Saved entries
——————————

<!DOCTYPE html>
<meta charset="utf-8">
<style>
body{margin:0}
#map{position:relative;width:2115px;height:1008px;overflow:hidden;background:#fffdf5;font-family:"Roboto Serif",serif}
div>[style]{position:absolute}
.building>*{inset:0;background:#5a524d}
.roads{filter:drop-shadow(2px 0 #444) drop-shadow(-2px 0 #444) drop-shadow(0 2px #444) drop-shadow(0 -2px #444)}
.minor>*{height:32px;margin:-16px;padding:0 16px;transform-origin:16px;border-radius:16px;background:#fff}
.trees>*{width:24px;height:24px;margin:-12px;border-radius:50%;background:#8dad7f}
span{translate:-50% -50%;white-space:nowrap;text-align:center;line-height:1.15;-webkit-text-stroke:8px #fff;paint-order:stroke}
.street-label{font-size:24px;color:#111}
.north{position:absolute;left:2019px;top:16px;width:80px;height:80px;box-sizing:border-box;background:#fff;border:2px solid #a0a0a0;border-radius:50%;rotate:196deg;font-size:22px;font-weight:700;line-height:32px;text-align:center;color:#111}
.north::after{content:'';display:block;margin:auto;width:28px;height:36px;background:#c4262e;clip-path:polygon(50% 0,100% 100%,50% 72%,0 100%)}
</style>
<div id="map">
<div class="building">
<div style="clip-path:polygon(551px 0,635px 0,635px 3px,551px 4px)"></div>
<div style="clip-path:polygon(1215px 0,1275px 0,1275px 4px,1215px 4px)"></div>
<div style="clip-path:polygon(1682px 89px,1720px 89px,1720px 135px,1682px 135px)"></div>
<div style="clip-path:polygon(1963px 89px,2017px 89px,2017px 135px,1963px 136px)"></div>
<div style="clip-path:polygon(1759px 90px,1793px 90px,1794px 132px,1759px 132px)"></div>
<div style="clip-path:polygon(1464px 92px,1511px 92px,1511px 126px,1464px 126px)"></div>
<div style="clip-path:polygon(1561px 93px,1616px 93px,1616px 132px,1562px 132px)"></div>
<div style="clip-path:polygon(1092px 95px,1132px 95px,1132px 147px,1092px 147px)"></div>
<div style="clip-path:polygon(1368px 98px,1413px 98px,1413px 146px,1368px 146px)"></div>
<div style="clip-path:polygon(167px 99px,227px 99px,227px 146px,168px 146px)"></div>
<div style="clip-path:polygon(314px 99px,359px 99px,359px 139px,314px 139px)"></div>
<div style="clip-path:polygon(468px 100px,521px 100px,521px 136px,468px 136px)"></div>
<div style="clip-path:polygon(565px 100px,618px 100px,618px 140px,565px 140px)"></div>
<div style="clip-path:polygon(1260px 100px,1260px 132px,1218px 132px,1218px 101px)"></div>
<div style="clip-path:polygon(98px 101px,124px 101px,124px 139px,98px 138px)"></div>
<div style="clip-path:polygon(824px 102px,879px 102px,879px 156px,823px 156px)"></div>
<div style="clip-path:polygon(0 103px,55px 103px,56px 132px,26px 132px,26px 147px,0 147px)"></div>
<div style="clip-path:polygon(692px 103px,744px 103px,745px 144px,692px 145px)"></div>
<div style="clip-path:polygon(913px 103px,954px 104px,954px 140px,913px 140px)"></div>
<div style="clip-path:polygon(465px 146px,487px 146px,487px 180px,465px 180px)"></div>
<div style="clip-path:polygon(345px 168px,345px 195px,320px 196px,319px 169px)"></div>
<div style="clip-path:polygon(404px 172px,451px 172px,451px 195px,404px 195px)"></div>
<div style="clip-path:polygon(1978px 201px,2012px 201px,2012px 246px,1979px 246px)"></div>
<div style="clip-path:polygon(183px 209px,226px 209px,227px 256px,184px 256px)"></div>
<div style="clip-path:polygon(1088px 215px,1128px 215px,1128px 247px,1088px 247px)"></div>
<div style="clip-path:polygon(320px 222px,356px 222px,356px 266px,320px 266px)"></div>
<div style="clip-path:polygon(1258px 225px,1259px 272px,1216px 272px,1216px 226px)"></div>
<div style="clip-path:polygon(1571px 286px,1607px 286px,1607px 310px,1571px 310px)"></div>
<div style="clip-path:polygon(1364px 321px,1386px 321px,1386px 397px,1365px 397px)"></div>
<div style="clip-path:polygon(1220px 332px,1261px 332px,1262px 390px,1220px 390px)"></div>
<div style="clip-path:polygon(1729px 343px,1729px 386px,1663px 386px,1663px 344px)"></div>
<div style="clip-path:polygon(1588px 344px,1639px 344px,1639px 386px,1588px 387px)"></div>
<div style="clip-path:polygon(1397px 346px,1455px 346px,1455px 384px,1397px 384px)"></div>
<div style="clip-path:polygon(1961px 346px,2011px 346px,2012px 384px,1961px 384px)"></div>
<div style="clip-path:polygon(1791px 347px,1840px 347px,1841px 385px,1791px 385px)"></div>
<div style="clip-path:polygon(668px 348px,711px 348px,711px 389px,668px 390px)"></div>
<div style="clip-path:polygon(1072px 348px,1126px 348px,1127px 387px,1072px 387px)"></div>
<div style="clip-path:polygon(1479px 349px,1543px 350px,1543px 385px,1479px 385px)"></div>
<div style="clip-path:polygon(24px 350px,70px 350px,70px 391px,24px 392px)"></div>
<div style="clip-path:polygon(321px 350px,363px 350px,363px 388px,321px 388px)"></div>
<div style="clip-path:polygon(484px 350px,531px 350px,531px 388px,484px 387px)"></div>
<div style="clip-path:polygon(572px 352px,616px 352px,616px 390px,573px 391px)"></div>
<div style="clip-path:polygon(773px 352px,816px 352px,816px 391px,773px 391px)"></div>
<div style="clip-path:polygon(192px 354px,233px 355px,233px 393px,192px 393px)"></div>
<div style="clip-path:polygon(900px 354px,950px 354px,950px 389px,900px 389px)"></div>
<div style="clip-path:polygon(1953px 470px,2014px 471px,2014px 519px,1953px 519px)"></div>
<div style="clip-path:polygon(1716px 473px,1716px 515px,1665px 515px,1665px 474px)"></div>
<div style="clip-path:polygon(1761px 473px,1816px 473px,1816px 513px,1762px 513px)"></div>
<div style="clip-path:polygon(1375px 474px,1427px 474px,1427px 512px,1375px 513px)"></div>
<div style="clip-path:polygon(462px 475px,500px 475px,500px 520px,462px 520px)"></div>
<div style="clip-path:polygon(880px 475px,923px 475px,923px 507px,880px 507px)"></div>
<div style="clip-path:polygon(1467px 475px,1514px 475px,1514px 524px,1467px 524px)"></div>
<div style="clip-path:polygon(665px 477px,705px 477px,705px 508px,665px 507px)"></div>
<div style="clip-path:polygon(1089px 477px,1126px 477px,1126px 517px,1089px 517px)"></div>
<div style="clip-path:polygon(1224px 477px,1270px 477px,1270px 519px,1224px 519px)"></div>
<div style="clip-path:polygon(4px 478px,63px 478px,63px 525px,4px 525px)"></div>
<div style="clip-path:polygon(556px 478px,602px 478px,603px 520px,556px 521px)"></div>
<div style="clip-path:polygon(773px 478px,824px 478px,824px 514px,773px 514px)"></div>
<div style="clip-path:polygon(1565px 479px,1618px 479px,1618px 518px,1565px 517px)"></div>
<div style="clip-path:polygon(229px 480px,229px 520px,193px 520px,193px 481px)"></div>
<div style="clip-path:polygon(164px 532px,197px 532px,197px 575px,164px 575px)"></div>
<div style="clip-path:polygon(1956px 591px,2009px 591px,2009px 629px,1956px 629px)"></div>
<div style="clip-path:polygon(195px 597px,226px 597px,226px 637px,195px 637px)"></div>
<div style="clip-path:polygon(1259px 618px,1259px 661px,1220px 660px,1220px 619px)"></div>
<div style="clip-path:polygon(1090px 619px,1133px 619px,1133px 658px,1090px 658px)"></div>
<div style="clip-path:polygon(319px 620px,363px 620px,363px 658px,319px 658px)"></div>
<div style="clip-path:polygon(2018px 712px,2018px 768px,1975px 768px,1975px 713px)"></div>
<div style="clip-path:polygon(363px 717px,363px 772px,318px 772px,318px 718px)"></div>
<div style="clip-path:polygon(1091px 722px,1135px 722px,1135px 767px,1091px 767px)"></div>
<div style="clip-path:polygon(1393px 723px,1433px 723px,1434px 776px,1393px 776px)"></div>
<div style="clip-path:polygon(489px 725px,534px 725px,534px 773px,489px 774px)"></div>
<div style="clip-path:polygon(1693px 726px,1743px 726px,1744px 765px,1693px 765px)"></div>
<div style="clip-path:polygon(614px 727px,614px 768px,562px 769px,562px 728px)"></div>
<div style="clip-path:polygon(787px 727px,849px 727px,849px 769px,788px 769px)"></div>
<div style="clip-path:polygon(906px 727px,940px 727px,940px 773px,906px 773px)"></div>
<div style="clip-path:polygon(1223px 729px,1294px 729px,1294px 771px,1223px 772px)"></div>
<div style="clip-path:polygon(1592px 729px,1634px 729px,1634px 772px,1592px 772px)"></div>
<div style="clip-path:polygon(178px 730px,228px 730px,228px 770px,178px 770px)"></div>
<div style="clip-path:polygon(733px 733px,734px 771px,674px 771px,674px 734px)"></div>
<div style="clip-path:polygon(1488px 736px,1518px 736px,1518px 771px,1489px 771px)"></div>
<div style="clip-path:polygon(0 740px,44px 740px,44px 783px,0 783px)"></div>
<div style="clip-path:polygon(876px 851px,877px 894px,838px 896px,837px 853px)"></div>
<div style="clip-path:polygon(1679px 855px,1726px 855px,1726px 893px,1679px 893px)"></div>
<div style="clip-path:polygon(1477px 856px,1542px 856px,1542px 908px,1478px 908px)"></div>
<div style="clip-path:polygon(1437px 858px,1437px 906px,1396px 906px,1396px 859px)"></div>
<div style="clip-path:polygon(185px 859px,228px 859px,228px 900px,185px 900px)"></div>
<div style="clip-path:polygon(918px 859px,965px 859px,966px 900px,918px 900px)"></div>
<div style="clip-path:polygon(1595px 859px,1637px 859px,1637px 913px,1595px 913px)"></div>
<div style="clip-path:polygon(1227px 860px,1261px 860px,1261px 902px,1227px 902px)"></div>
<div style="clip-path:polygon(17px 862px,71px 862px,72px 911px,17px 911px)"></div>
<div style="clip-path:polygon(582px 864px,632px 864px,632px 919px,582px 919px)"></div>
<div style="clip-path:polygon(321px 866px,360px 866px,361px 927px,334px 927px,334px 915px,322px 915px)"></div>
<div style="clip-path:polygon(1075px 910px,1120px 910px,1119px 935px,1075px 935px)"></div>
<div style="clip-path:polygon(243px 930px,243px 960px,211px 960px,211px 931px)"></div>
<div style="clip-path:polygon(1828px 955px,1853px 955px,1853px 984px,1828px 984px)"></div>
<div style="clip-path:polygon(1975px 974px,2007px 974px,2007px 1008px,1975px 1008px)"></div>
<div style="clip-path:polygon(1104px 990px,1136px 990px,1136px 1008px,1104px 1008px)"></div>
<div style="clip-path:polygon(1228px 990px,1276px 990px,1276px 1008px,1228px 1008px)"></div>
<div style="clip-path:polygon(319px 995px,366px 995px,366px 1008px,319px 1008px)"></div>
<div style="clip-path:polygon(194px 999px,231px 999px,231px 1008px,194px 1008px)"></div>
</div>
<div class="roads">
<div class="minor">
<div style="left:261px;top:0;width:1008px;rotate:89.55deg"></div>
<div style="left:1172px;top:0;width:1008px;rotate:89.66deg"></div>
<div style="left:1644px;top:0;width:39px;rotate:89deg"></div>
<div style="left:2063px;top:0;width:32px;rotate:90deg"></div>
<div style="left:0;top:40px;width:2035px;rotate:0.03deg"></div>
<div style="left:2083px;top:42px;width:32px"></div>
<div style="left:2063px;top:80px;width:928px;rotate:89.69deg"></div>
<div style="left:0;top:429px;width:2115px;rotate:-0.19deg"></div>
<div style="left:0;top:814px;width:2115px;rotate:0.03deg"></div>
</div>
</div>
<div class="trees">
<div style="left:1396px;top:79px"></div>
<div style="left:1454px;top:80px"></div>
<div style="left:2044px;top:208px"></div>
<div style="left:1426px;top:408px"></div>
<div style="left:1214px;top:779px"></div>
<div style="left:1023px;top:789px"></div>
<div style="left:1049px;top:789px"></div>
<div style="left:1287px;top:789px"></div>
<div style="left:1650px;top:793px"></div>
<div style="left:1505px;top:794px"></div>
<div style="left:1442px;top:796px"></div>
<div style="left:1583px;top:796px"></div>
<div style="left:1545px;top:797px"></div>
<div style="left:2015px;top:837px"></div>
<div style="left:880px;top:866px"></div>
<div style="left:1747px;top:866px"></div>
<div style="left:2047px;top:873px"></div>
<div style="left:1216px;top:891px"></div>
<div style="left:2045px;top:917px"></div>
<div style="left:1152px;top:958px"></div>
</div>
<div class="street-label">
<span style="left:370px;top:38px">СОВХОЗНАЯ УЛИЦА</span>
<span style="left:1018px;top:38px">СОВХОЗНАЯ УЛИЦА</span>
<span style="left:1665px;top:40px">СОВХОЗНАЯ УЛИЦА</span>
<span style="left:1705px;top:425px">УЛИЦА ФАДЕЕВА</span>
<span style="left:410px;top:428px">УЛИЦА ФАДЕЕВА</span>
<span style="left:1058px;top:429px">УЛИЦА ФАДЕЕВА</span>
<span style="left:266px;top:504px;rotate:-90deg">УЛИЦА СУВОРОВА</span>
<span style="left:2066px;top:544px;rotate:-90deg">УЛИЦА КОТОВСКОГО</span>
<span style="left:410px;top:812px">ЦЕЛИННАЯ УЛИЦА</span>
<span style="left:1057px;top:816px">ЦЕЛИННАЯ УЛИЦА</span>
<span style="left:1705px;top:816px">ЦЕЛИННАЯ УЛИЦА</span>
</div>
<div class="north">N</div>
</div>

——————————

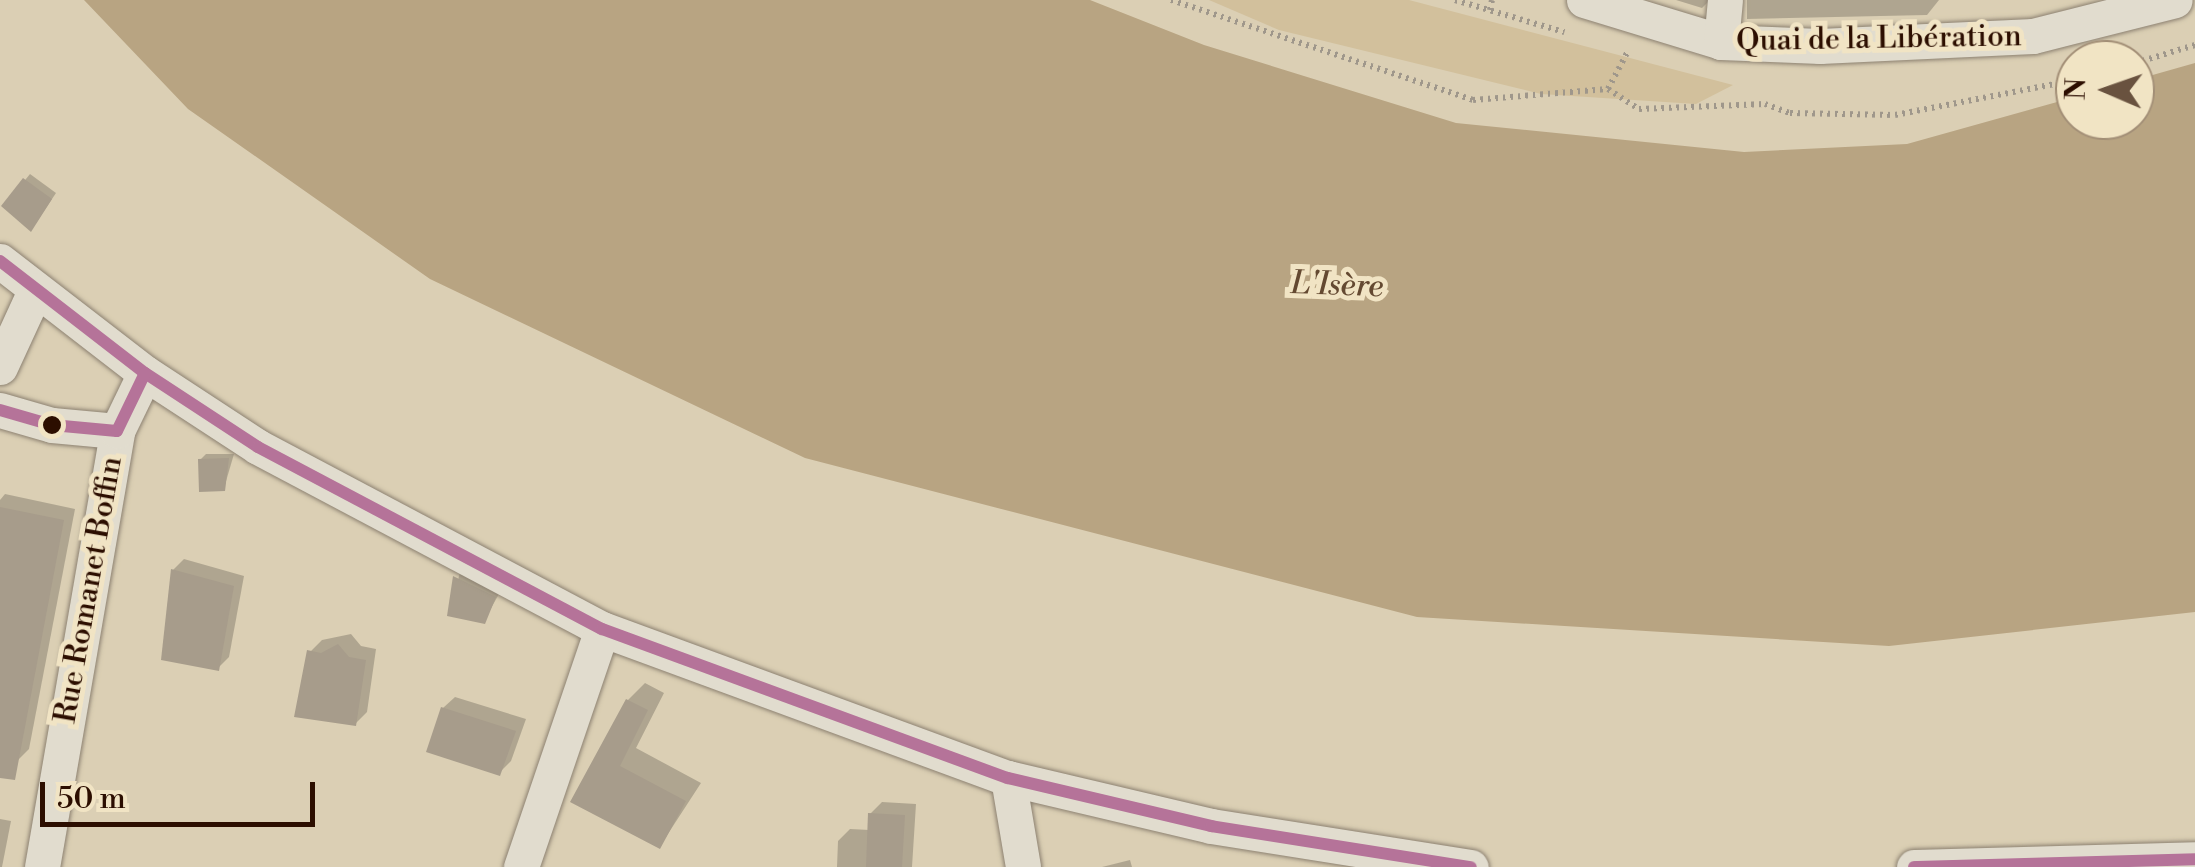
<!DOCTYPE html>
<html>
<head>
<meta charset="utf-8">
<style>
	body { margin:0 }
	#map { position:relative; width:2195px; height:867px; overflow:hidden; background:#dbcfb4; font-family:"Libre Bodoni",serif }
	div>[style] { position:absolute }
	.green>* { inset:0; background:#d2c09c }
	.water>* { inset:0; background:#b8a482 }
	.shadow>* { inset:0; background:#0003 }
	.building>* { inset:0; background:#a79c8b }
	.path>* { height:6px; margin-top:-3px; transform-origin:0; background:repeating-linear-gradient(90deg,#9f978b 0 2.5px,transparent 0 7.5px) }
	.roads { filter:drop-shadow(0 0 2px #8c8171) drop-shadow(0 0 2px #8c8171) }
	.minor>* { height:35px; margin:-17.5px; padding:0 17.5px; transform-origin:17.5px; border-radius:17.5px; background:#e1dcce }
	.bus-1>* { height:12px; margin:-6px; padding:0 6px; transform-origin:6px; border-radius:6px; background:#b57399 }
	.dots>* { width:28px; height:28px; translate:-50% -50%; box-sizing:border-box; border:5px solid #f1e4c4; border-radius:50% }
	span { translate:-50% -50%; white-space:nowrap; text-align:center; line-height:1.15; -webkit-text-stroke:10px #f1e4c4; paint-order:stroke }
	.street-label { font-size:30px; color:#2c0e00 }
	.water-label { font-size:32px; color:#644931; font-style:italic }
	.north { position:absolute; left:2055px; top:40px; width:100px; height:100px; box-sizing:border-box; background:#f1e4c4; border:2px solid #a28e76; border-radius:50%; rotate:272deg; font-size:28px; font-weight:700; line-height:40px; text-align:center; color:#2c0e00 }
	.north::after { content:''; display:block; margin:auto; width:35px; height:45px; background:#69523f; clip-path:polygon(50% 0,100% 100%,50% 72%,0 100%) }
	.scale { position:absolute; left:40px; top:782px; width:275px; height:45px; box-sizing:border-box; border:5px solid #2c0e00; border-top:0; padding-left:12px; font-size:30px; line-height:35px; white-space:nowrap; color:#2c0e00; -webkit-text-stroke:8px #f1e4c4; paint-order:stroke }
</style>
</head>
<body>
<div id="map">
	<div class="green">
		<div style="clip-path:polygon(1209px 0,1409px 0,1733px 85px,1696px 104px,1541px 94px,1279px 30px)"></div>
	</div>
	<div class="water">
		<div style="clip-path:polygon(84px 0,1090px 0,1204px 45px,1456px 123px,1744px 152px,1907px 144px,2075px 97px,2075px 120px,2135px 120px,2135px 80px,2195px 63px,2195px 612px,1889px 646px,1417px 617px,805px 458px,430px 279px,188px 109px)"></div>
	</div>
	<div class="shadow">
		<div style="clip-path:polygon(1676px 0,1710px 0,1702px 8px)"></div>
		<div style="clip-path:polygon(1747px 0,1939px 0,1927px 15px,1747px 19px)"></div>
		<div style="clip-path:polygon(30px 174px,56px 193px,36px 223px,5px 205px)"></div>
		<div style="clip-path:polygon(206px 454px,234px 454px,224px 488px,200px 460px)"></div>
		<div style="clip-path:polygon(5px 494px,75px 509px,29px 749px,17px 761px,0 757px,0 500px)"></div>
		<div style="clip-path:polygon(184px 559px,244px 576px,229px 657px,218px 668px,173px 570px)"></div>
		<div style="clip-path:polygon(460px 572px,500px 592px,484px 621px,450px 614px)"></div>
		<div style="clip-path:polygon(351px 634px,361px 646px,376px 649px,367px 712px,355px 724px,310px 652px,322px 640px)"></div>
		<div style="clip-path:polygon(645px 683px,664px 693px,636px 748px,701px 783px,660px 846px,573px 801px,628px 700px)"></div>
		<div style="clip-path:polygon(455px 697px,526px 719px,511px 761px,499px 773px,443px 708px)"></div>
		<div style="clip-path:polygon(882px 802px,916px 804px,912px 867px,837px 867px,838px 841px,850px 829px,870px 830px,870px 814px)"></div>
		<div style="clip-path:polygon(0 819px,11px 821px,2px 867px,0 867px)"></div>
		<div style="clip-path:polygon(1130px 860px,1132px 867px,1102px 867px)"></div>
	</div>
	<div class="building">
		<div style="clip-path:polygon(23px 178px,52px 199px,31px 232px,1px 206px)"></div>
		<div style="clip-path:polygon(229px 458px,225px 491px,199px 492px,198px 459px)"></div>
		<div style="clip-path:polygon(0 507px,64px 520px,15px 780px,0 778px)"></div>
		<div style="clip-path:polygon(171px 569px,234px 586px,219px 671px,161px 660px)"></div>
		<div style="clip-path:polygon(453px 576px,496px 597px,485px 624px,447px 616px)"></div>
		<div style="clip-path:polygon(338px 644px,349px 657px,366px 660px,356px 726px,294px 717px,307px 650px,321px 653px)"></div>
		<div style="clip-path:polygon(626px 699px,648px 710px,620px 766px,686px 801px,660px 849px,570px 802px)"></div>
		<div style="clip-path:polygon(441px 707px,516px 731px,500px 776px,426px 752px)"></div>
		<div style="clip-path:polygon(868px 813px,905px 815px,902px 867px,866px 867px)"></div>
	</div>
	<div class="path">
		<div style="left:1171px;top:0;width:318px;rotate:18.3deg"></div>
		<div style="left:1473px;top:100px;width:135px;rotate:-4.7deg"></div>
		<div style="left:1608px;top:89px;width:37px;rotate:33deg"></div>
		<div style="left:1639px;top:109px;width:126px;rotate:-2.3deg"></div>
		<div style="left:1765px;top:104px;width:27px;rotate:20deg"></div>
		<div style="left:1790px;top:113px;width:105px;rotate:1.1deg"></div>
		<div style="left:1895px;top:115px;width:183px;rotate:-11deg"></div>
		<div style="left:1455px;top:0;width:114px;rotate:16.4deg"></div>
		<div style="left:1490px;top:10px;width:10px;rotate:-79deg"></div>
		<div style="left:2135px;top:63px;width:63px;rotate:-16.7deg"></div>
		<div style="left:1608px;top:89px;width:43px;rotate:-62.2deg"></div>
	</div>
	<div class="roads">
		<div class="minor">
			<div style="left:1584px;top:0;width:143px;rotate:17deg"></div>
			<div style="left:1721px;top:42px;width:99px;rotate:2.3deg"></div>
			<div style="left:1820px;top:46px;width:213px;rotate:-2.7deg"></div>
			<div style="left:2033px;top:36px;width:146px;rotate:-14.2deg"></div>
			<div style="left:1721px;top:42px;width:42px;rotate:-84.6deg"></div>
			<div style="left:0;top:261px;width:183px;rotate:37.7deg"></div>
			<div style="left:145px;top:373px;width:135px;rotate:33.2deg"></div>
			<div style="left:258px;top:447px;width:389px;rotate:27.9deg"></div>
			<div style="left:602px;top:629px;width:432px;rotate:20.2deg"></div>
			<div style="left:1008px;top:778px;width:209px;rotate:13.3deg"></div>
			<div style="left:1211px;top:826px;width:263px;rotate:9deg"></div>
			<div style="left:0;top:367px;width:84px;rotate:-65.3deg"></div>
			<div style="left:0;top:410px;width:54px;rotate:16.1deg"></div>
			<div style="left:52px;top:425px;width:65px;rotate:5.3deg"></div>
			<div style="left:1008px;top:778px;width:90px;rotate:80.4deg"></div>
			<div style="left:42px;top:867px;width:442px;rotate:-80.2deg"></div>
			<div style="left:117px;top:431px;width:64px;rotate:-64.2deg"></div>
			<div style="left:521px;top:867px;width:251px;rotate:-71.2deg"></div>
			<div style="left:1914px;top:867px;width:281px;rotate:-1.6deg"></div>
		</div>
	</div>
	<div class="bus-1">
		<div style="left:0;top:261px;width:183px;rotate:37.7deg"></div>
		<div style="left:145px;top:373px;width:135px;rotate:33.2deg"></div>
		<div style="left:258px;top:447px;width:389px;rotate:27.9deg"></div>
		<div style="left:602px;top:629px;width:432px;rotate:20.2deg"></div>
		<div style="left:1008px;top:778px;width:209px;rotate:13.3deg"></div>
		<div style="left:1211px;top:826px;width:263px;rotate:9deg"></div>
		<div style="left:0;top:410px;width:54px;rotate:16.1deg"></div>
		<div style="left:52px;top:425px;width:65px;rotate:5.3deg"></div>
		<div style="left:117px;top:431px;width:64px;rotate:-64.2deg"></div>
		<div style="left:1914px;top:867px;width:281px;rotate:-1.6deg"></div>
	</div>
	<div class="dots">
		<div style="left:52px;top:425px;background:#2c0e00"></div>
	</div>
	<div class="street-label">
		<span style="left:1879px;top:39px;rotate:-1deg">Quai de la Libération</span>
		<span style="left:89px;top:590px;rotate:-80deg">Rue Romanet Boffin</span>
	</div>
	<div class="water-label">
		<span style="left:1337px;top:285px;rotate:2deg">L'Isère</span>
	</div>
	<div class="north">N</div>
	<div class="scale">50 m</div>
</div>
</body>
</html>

——————————

WORK TO BE COMPLETED:
Using the records, find the number of lines in which the string "family" occurs. Reply with that number alone.

YOUR SOLUTION:
2